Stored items
--------
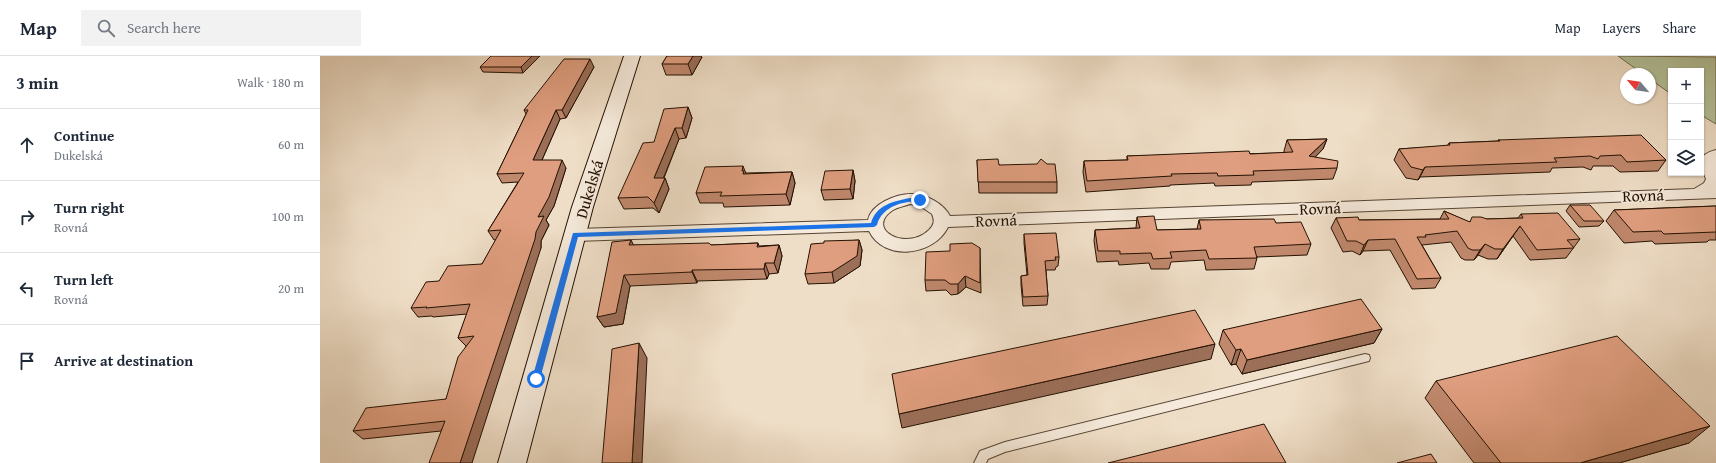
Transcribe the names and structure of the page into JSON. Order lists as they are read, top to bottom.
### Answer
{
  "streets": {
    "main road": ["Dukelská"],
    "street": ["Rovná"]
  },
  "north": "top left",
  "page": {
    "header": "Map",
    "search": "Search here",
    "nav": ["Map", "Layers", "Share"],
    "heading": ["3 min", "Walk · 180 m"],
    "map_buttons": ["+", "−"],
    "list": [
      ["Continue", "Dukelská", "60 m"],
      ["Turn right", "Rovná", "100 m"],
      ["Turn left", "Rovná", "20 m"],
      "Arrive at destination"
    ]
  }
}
--------
Give the data above again, exactly, with every picture removed.

■ Output ■
Transcribe the names and structure of the page into JSON. Order lists as they are read, top to bottom.
### Answer
{
  "streets": {
    "main road": ["Dukelská"],
    "street": ["Rovná"]
  },
  "north": "top left",
  "page": {
    "header": "Map",
    "search": "Search here",
    "nav": ["Map", "Layers", "Share"],
    "heading": ["3 min", "Walk · 180 m"],
    "map_buttons": ["+", "−"],
    "list": [
      ["Continue", "Dukelská", "60 m"],
      ["Turn right", "Rovná", "100 m"],
      ["Turn left", "Rovná", "20 m"],
      "Arrive at destination"
    ]
  }
}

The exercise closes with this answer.